In the Diaspora, this week’s reading is Naso. Curiously, at this time of year, Israel and the rest of the Jewish world are out of sync on the weekly parsha for a few weeks.
In Naso, we in the Diaspora find the laws of the Nazirite. A Nazirite is one who takes a vow not to drink wine or grape products for a specified amount of time. Haircutting is forbidden to him, as well as contact with dead bodies. In ancient times, various offerings would be brought to the Temple at the end of the Nazirite’s period of abstention.
There are millions of people today with long hair, ponytails and the like, but one does not bump into many Nazirites. I think the last well-known Nazirite was Israeli Chief Rabbi Shlomo Goren’s father-in-law, who was known as the Nazir of Jerusalem. He died in 1972.
The commentaries, notably Rashi’s, appear somewhat conflicted about the Nazirite. On the one hand, the Nazirite has done something praiseworthy in abstaining from alcohol, which can often be abused and lead to unfortunate errors of judgment. One example of error mentioned in Naso is that of the adulterous wife.
At the same time, we are taught that the Nazirite bears some “sin” for having denied himself a product that God allows us to enjoy. The Nazirite appears somewhat sanctimonious, which is frowned upon.
Wine or alcohol in general is a “neutral” object. If it is kosher, then by all means enjoy it—within reason, obviously. Yet the sages said, “When wine comes in, the secrets come out.” Or as the Yiddish proverb goes, “What a sober man has on his lung, a drunk has on his tongue.” Human beings have a peculiar propensity to drink more than we should, and then we get ourselves into all sorts of trouble.
Of course, it all depends on how we use the product. Enjoyed responsibly, wine can add pleasure and even inspiration to Shabbat, festivals and happy occasions.

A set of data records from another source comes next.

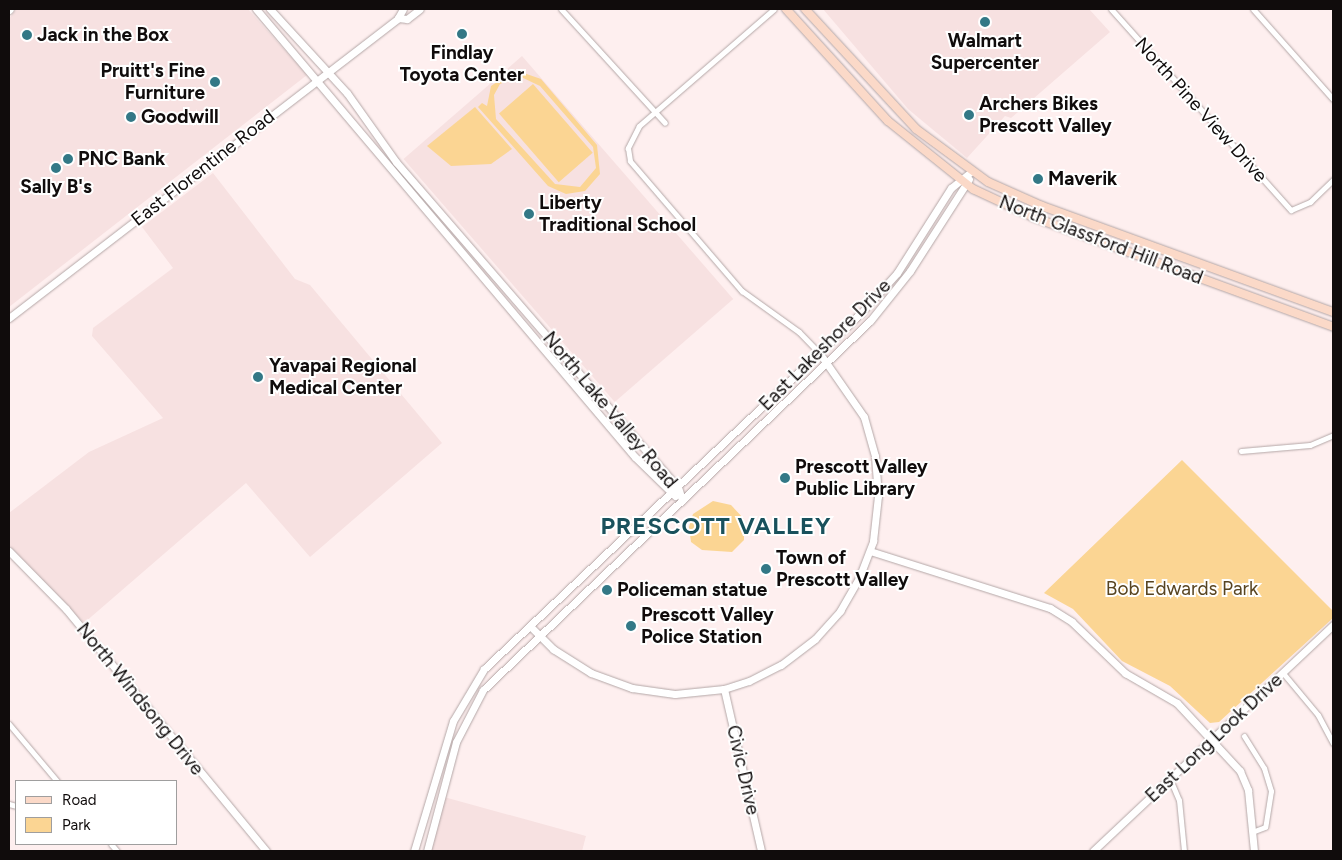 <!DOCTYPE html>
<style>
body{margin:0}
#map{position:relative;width:1342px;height:860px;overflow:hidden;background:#feefef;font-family:Figtree,sans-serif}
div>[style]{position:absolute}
.built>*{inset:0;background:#f7e1e1;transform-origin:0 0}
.green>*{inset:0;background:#fbd593;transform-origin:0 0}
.roads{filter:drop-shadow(0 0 1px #b4a7a7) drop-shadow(0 0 1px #b4a7a7)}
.street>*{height:5px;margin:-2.5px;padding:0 2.5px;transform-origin:2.5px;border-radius:2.5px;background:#fff}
.secondary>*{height:7px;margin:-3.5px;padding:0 3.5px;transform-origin:3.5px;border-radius:3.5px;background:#fff}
.primary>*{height:8px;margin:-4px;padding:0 4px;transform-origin:4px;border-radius:4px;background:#fbd9c8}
.dots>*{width:14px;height:14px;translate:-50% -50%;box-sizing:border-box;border:2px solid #fff;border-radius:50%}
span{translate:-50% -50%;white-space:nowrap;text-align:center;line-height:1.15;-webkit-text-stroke:4px #fff;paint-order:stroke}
.poi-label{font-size:19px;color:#100c0c;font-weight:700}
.left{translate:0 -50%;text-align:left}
.right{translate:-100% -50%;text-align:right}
.street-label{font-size:19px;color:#100c0c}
.park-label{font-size:19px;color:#584420}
.district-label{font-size:24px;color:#19515c;font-weight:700;letter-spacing:1px}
.frame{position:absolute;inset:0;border:10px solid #100c0c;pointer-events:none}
.legend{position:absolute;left:15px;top:780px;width:162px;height:65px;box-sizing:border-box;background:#fff;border:1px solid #9f9e9e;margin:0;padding:6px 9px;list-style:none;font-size:15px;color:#100c0c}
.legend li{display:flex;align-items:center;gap:10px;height:25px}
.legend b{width:25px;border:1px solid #9f9e9e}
</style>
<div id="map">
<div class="built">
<i style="clip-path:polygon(16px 9px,248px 9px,307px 75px,9px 307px,9px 19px)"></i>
<i style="clip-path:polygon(823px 9px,1089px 9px,1110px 32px,1011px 118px,1005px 116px,967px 158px,908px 109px)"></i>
<i style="left:522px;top:56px;width:322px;height:157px;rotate:49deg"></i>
<i style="clip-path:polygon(213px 173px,295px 279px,310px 285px,442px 443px,310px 557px,246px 483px,84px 623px,9px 545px,9px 513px,89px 452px,163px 418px,92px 336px,93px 328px,173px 268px,142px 227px)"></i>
<i style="clip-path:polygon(444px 797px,586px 836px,582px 851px,430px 851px)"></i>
</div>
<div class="green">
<i style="clip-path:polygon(evenodd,515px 70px,541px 79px,597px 145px,600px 174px,585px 191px,566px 194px,548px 186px,478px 107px,482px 103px,487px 106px,491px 86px,515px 70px,519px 76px,540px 86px,593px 147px,596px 168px,580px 187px,555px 184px,496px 119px,494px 95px,500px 84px,519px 76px)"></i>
<i style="left:533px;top:84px;width:91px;height:45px;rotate:49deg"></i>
<i style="clip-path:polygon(475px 107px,512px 149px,491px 164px,451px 166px,427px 146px)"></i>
<i style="clip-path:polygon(1182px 460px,1333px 611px,1333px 618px,1219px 722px,1210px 723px,1170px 686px,1122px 661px,1073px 609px,1044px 593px)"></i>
<i style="clip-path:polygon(713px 501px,731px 505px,744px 519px,744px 540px,732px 552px,702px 550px,691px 542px,689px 527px,693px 514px)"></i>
</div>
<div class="roads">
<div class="street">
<i style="left:561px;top:9px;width:154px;rotate:47.6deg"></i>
<i style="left:774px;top:9px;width:179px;rotate:139.1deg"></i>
<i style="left:639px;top:126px;width:25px;rotate:117deg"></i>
<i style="left:628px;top:148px;width:13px;rotate:81deg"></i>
<i style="left:630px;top:161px;width:172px;rotate:49.3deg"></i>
<i style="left:742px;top:291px;width:70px;rotate:35.7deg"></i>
<i style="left:799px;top:332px;width:30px;rotate:46deg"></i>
<i style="left:1111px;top:9px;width:270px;rotate:48.2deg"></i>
<i style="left:1291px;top:210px;width:21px;rotate:-23deg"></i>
<i style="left:1310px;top:202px;width:32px;rotate:-44deg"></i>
<i style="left:1253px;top:9px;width:120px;rotate:48.4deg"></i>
<i style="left:1241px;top:451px;width:69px;rotate:-5deg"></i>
<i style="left:1310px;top:445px;width:25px;rotate:-23deg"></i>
<i style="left:1283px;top:673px;width:55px;rotate:50.2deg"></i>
<i style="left:1318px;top:715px;width:32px;rotate:62deg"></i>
<i style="left:9px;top:724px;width:75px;rotate:49.9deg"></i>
<i style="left:1244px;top:736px;width:38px;rotate:58deg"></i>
<i style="left:1264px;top:768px;width:24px;rotate:73deg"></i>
<i style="left:1271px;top:791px;width:36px;rotate:99deg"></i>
<i style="left:1265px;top:827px;width:14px;rotate:159deg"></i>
<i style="left:1170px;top:779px;width:23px;rotate:67deg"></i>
<i style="left:1179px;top:800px;width:51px;rotate:84.4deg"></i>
<i style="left:9px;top:804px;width:7px;rotate:16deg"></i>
<i style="left:111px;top:844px;width:9px;rotate:49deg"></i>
</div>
<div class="secondary">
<i style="left:256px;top:9px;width:587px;rotate:49.77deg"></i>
<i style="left:635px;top:457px;width:56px;rotate:44.3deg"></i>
<i style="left:270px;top:9px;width:114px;rotate:47.5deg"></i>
<i style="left:347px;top:93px;width:85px;rotate:54.6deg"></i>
<i style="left:396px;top:162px;width:430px;rotate:49.1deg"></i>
<i style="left:678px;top:487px;width:14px;rotate:73deg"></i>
<i style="left:9px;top:10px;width:1px;rotate:-45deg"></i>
<i style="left:398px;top:18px;width:9px;rotate:6deg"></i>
<i style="left:407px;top:19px;width:16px;rotate:-38deg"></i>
<i style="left:9px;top:318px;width:491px;rotate:-37.6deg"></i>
<i style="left:398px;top:18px;width:10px;rotate:-61deg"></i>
<i style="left:9px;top:551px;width:81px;rotate:45.5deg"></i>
<i style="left:66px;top:609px;width:314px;rotate:50.4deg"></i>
<i style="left:870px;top:551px;width:189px;rotate:17.6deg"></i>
<i style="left:1050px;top:608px;width:26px;rotate:32deg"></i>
<i style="left:1072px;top:622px;width:74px;rotate:43.9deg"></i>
<i style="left:1125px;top:673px;width:60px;rotate:30deg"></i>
<i style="left:1177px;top:703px;width:93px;rotate:47.2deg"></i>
<i style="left:1240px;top:771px;width:21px;rotate:67deg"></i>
<i style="left:1248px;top:790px;width:61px;rotate:84.4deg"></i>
<i style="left:530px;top:626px;width:33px;rotate:45deg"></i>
<i style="left:553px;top:649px;width:45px;rotate:32.3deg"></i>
<i style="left:591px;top:673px;width:44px;rotate:20.1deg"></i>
<i style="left:632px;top:688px;width:43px;rotate:7.9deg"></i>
<i style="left:675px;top:694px;width:49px;rotate:-5.8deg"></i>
<i style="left:724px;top:689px;width:26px;rotate:-18deg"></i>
<i style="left:749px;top:681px;width:36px;rotate:-27deg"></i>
<i style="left:781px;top:665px;width:43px;rotate:-37.4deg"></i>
<i style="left:815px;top:639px;width:38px;rotate:-48deg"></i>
<i style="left:840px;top:611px;width:38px;rotate:-60deg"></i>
<i style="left:859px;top:578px;width:40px;rotate:-69deg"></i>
<i style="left:873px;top:541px;width:45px;rotate:-83.7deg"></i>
<i style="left:878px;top:496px;width:40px;rotate:-94.3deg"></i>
<i style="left:875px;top:456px;width:41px;rotate:-105.8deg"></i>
<i style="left:864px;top:417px;width:77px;rotate:-124.9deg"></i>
<i style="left:724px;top:689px;width:166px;rotate:77.1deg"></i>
<i style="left:414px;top:851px;width:136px;rotate:-73.3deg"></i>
<i style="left:453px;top:721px;width:61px;rotate:-59.2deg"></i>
<i style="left:484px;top:669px;width:517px;rotate:-43.35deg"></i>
<i style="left:860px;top:314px;width:55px;rotate:-47.9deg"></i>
<i style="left:897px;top:273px;width:101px;rotate:-57.6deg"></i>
<i style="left:951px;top:188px;width:26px;rotate:-39deg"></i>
<i style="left:427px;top:851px;width:113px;rotate:-75.1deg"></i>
<i style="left:456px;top:742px;width:59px;rotate:-62.6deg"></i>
<i style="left:483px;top:690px;width:535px;rotate:-43.64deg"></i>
<i style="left:870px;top:321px;width:64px;rotate:-51.3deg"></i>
<i style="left:910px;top:271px;width:109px;rotate:-57.3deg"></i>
<i style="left:1093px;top:851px;width:330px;rotate:-43.3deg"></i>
</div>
<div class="primary">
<i style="left:786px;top:9px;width:151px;rotate:47.7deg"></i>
<i style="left:888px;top:121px;width:109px;rotate:38.7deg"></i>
<i style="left:973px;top:189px;width:66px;rotate:25deg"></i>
<i style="left:1033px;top:217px;width:320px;rotate:20.1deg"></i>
<i style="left:805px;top:9px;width:163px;rotate:47.2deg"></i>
<i style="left:916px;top:129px;width:89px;rotate:36.4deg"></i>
<i style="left:988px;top:182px;width:59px;rotate:24deg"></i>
<i style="left:1042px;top:206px;width:310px;rotate:20deg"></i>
</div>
</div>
<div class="dots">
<i style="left:985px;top:22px;background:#337886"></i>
<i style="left:462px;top:34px;background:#337886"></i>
<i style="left:27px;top:35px;background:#337886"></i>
<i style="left:215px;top:82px;background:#337886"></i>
<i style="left:969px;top:115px;background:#337886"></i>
<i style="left:131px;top:117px;background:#337886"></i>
<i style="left:68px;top:159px;background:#337886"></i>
<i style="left:56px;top:168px;background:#337886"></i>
<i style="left:1038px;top:179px;background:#337886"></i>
<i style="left:529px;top:214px;background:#337886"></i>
<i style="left:258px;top:377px;background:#337886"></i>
<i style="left:785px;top:478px;background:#337886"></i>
<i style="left:766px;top:569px;background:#337886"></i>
<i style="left:607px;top:590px;background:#337886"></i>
<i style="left:631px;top:626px;background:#337886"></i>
</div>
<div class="poi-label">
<span class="left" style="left:37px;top:35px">Jack in the Box</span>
<span style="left:985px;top:52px">Walmart<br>Supercenter</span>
<span style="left:462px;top:64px">Findlay<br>Toyota Center</span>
<span class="right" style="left:205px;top:82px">Pruitt's Fine<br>Furniture</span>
<span class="left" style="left:979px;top:115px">Archers Bikes<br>Prescott Valley</span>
<span class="left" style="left:141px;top:117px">Goodwill</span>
<span class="left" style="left:78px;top:159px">PNC Bank</span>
<span class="left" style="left:1048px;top:179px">Maverik</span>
<span style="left:56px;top:187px">Sally B's</span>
<span class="left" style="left:539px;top:214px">Liberty<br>Traditional School</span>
<span class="left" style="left:269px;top:377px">Yavapai Regional<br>Medical Center</span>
<span class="left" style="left:795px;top:478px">Prescott Valley<br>Public Library</span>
<span class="left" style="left:776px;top:569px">Town of<br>Prescott Valley</span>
<span class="left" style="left:617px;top:590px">Policeman statue</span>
<span class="left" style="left:641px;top:626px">Prescott Valley<br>Police Station</span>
</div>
<div class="street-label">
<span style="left:1201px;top:110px;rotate:48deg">North Pine View Drive</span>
<span style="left:203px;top:168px;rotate:-38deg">East Florentine Road</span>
<span style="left:1101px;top:240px;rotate:21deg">North Glassford Hill Road</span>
<span style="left:825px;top:345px;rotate:-45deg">East Lakeshore Drive</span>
<span style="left:610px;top:410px;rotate:50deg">North Lake Valley Road</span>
<span style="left:140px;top:699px;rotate:51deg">North Windsong Drive</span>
<span style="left:1214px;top:738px;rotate:-43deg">East Long Look Drive</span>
<span style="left:743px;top:770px;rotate:77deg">Civic Drive</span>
</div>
<div class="park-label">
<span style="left:1182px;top:589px">Bob Edwards Park</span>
</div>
<div class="district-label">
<span style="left:716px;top:526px">PRESCOTT VALLEY</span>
</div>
<div class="frame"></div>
<ul class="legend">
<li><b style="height:6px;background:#fbd9c8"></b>Road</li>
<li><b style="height:14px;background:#fbd593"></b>Park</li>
</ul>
</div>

Taken to an extreme, however, it can bring out our lower, base characteristics and make us very embarrassed by our own behavior.
When an intelligent person takes part in a l’chaim it may well make him more pensive, philosophical and sensitive. In the case of a coarse individual, it may bring out the worst in him, leading to belligerence and even violence.
So, it would appear that Rashi & Co. speak to all of us. If your intentions are holy and honorable, and you are concerned about your own weaknesses and vulnerabilities, then you are to be commended for your effort. But if you could have exercised the necessary discipline and kept in control, why did you deny yourself one of the Creator’s permitted pleasures? Are you more “religious” than God?
The haftarah to Naso that we read in the Diaspora tells the story of the birth of arguably the most famous Nazirite in history—Samson. This mighty warrior who saved his people from Philistine attacks was a great folk hero. He was renowned as the mightiest man on earth. It was said that he could kill wild animals with his bare hands.
The secret of his strength was in his long, uncut hair—the mark of the Nazirite. When Delilah, his unfaithful Philistine wife, pried that secret out of him and cut his hair, the enemy was finally able to capture and imprison him.
Samson’s life is an inspirational tale but also, sadly, a tragic one. In his final act, he prays for God to give him back his strength one more time. When he was chained to the pillars of a stadium to be displayed and humiliated before the Philistines, his prayer was answered. Samson pushed mightily on the supporting pillars and when they came down, the stadium collapsed, killing many, including Samson himself.
When Samson used his superhuman strength to defend his people, he was blessed. But when he used it to impress heathen women, it became a curse and led to his downfall.
Whether it is the strength of Samson, the wisdom of Solomon or the wealth of a Rothschild, it can go either way, as it is with wine. We can use our powers in a positive and productive manner or in a rash and destructive manner.
The gifts God bestows upon all of us can be divine or dangerous. The choice is ours.